What you will do: Copy out the entries below in full and exactly.

Dataset content:

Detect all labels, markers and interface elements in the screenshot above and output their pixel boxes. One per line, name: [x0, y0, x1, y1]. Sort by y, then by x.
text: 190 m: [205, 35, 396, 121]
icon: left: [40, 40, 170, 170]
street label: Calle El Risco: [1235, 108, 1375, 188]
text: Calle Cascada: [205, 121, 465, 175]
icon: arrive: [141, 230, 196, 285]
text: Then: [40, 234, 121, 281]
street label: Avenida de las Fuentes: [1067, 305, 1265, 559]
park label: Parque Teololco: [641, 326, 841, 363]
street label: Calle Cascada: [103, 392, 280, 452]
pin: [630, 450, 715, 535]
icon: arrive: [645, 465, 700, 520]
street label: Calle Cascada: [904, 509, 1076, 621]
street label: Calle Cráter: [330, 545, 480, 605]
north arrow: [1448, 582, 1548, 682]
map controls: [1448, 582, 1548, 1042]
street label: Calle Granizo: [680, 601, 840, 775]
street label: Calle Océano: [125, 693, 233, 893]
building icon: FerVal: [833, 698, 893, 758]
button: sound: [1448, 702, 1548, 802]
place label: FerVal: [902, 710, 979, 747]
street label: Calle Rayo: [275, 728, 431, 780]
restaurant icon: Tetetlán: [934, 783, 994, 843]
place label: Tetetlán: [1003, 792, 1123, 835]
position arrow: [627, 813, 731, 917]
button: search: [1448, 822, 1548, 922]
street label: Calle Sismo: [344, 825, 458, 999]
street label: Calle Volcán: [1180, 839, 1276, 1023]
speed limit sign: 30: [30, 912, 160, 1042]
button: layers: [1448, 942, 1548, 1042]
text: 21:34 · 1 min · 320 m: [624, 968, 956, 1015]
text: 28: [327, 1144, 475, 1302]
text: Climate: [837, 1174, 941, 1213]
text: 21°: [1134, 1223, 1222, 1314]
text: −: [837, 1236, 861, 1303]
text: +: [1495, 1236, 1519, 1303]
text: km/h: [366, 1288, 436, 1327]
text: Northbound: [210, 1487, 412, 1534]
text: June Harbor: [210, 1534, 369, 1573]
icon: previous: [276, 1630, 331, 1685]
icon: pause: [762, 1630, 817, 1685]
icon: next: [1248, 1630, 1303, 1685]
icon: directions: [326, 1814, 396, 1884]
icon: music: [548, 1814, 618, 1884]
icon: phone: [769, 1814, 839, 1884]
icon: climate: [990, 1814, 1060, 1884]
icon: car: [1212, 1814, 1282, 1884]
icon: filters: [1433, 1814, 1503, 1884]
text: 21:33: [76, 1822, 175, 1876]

Problem solution:
Detect all labels, markers and interface elements in the screenshot above and output their pixel boxes. One per line, name: [x0, y0, x1, y1]. Sort by y, then by x.
text: 190 m: [205, 35, 396, 121]
icon: left: [40, 40, 170, 170]
street label: Calle El Risco: [1235, 108, 1375, 188]
text: Calle Cascada: [205, 121, 465, 175]
icon: arrive: [141, 230, 196, 285]
text: Then: [40, 234, 121, 281]
street label: Avenida de las Fuentes: [1067, 305, 1265, 559]
park label: Parque Teololco: [641, 326, 841, 363]
street label: Calle Cascada: [103, 392, 280, 452]
pin: [630, 450, 715, 535]
icon: arrive: [645, 465, 700, 520]
street label: Calle Cascada: [904, 509, 1076, 621]
street label: Calle Cráter: [330, 545, 480, 605]
north arrow: [1448, 582, 1548, 682]
map controls: [1448, 582, 1548, 1042]
street label: Calle Granizo: [680, 601, 840, 775]
street label: Calle Océano: [125, 693, 233, 893]
building icon: FerVal: [833, 698, 893, 758]
button: sound: [1448, 702, 1548, 802]
place label: FerVal: [902, 710, 979, 747]
street label: Calle Rayo: [275, 728, 431, 780]
restaurant icon: Tetetlán: [934, 783, 994, 843]
place label: Tetetlán: [1003, 792, 1123, 835]
position arrow: [627, 813, 731, 917]
button: search: [1448, 822, 1548, 922]
street label: Calle Sismo: [344, 825, 458, 999]
street label: Calle Volcán: [1180, 839, 1276, 1023]
speed limit sign: 30: [30, 912, 160, 1042]
button: layers: [1448, 942, 1548, 1042]
text: 21:34 · 1 min · 320 m: [624, 968, 956, 1015]
text: 28: [327, 1144, 475, 1302]
text: Climate: [837, 1174, 941, 1213]
text: 21°: [1134, 1223, 1222, 1314]
text: −: [837, 1236, 861, 1303]
text: +: [1495, 1236, 1519, 1303]
text: km/h: [366, 1288, 436, 1327]
text: Northbound: [210, 1487, 412, 1534]
text: June Harbor: [210, 1534, 369, 1573]
icon: previous: [276, 1630, 331, 1685]
icon: pause: [762, 1630, 817, 1685]
icon: next: [1248, 1630, 1303, 1685]
icon: directions: [326, 1814, 396, 1884]
icon: music: [548, 1814, 618, 1884]
icon: phone: [769, 1814, 839, 1884]
icon: climate: [990, 1814, 1060, 1884]
icon: car: [1212, 1814, 1282, 1884]
icon: filters: [1433, 1814, 1503, 1884]
text: 21:33: [76, 1822, 175, 1876]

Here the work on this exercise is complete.